The flow of data remains critical for ophthalmologists, and it can flow freely between equipment in the operating room. For example, the phacoemulsification device can be connected to the operating microscope and the surgeon can receive data in real time.
“The surgical procedure is captured on video and it is stored on the cloud,” Thomson said. “The surgeon can later review the procedure. The procedure can be reviewed in segments using artificial intelligence and [the surgeon can] look at multiple procedures side by side to determine where efficiencies can be gained. Surgeons also can share the video with mentors.”
Moreover, the technology also can be utilized to create standardization in clinicals of all sizes. “This application layer is not designed to make us into a data company or even a software company,” Thomson pointed out. “It is to create a fully integrated solution environment.”
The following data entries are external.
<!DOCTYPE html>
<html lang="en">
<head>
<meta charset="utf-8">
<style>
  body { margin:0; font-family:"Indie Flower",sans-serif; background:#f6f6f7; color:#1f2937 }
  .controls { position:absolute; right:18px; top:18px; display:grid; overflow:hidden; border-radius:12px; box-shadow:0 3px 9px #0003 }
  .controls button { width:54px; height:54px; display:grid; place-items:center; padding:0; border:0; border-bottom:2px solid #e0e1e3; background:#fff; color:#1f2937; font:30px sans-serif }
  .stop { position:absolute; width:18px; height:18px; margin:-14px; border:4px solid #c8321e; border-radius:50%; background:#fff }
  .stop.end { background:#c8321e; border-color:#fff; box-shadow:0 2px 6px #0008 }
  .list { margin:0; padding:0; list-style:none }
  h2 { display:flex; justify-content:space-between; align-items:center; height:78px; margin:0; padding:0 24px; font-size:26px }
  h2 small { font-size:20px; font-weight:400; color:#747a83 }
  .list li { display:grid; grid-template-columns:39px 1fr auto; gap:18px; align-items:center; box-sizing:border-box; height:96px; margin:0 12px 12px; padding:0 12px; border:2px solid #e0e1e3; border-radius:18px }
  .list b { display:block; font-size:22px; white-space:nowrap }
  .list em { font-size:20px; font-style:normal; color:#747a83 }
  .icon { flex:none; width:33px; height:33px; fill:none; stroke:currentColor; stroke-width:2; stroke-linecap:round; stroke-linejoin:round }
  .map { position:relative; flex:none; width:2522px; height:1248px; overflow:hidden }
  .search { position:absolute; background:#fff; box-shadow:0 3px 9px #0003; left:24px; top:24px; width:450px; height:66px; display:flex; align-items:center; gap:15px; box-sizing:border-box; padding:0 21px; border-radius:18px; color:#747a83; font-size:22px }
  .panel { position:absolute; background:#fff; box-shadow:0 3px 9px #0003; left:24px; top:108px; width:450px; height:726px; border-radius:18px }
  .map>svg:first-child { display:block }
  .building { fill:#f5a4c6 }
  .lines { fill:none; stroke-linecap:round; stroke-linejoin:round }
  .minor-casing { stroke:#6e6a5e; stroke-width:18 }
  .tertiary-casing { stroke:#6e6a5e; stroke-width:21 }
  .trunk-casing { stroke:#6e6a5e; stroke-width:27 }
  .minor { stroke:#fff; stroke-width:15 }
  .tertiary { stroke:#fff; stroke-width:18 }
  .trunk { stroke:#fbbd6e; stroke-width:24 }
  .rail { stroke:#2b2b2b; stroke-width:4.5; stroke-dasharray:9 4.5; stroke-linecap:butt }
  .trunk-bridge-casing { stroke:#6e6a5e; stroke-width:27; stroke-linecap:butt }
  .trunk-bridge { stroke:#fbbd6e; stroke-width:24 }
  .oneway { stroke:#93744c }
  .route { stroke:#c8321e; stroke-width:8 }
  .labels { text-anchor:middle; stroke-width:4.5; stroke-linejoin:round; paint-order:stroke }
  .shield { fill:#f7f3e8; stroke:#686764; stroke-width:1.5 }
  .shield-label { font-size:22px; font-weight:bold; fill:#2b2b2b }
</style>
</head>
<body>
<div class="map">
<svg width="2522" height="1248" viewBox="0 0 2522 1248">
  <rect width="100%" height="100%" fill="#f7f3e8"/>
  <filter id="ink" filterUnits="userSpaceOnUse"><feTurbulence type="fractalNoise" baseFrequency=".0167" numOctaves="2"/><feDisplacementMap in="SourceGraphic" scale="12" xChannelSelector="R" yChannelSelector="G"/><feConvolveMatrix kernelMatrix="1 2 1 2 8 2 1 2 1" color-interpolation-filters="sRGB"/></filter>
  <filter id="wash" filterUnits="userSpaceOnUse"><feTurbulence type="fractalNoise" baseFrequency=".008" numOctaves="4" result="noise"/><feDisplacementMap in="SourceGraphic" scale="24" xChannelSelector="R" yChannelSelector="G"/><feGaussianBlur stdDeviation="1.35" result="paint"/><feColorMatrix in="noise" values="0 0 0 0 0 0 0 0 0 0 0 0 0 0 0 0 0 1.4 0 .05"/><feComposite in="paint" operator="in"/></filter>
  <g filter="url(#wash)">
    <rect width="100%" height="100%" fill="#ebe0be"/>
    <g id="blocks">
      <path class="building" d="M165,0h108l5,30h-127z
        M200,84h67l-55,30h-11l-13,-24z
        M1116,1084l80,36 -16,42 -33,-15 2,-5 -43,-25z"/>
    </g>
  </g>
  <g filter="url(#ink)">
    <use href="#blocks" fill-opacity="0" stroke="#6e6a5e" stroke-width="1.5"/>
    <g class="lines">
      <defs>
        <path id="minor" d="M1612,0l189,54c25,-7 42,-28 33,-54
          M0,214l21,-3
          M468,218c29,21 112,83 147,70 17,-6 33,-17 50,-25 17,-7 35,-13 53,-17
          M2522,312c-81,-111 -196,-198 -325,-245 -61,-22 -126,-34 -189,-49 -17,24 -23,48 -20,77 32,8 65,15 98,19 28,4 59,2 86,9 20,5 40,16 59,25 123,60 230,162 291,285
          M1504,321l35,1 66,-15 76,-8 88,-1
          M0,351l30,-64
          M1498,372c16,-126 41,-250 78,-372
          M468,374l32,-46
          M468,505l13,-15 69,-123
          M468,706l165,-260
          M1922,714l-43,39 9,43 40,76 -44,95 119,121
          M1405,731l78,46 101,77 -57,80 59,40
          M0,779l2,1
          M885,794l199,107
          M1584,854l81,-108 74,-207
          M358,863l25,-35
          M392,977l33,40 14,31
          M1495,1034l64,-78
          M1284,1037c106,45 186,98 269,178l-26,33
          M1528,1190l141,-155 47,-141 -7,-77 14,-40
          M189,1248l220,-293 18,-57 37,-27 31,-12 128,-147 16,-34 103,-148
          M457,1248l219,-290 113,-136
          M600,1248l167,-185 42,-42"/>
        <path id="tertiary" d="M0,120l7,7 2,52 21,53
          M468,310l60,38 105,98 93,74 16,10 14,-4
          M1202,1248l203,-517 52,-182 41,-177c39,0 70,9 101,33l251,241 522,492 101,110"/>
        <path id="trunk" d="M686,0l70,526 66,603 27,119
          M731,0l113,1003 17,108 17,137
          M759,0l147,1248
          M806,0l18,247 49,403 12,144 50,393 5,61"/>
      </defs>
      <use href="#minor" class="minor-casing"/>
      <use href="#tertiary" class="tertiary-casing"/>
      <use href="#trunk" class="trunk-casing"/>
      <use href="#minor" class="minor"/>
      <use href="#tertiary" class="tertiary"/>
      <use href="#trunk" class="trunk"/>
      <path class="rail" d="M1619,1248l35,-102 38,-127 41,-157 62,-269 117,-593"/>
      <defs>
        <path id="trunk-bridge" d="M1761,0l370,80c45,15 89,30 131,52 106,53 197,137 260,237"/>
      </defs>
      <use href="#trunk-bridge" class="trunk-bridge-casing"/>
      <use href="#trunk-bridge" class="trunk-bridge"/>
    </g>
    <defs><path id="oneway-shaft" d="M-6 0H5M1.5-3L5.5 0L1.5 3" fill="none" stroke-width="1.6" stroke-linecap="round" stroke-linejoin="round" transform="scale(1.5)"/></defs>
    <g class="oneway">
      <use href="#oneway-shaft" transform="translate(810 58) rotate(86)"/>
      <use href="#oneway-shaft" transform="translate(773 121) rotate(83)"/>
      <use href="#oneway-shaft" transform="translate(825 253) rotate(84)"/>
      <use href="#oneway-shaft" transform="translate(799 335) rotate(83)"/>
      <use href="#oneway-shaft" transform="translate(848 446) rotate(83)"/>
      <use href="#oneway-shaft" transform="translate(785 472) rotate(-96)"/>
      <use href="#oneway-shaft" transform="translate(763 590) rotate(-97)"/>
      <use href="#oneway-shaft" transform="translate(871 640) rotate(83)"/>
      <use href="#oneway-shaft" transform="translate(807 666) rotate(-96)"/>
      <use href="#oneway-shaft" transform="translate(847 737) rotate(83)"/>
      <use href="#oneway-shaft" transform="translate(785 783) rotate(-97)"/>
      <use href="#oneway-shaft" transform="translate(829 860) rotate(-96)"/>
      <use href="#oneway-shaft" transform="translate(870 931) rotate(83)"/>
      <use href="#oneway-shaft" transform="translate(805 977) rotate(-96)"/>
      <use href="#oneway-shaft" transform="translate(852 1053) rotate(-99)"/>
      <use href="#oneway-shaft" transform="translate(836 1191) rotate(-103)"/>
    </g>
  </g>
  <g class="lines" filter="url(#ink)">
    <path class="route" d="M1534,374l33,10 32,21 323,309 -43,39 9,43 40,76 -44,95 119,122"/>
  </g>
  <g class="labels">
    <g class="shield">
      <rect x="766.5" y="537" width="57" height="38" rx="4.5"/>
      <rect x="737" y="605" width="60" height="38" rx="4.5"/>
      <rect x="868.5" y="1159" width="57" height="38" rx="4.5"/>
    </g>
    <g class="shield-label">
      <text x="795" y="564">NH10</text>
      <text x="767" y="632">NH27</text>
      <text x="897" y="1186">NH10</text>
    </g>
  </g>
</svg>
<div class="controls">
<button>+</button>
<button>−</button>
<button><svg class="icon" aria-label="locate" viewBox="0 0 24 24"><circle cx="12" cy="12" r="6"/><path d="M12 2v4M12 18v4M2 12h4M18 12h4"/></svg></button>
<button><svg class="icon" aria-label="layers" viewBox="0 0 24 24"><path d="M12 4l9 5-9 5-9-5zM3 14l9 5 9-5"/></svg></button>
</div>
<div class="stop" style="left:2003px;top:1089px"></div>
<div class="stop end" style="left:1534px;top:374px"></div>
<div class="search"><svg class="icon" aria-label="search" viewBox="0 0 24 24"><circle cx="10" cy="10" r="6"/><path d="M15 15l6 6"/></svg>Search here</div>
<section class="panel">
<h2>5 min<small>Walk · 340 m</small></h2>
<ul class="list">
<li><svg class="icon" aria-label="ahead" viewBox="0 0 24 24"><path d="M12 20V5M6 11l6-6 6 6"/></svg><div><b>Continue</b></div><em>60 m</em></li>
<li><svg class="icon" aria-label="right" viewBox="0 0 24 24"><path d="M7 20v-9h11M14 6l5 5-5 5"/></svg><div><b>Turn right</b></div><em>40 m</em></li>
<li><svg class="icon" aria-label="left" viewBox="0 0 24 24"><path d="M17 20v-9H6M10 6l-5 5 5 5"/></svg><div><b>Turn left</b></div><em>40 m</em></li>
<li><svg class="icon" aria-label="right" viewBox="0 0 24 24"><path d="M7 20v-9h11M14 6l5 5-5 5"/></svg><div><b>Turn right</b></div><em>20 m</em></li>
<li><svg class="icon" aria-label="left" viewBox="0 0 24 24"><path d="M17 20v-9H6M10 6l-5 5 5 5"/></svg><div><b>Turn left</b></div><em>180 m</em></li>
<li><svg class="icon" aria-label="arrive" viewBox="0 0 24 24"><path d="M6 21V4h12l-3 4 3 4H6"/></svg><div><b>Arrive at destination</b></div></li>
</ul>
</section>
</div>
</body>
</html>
The application layer was started with cataracts and the company currently is in the process of developing similar digitally integrated workflow solutions for other surgical and nonsurgical procedures. The developments have been welcome news to ophthalmologists, according to Steven Schallhorn, MD, chief medical officer for Zeiss, who is in private practice in San Diego, California. He noted that the company’s mantra is to advance the science, and design to help ophthalmologists be productive and provide good outcomes for patients.
“In today’s environment, ophthalmologist [strive] to achieve productivity, efficiency, and cost management while providing the best outcomes possible for patients,” he said. Moreover, Schallhorn noted, the company’s workflow solutions will work with any technology, meaning nobody is shut out.
“It is not a case where you have to have Zeiss equipment or you are out,” he said.
Schallhorn is impressed with the ability to have all the data available in the operating room. “It comes down to surgery and clinical decision-making, and it is important to have all of the information to be able to make quick decisions,” he said. “That really is the hard part. If you can do that concisely, quickly, and digitally, then [you] can make a decision very quickly.”
Having access to data also can help the ophthalmologist manage diseases such as diabetic retinopathy and glaucoma to know immediately whether a patient’s disease is progressing. “The goal of standardization is to ensure every ophthalmologist can get the best possible outcome in cataract procedures,” Schallhorn concluded. “The goal is for everyone to succeed.”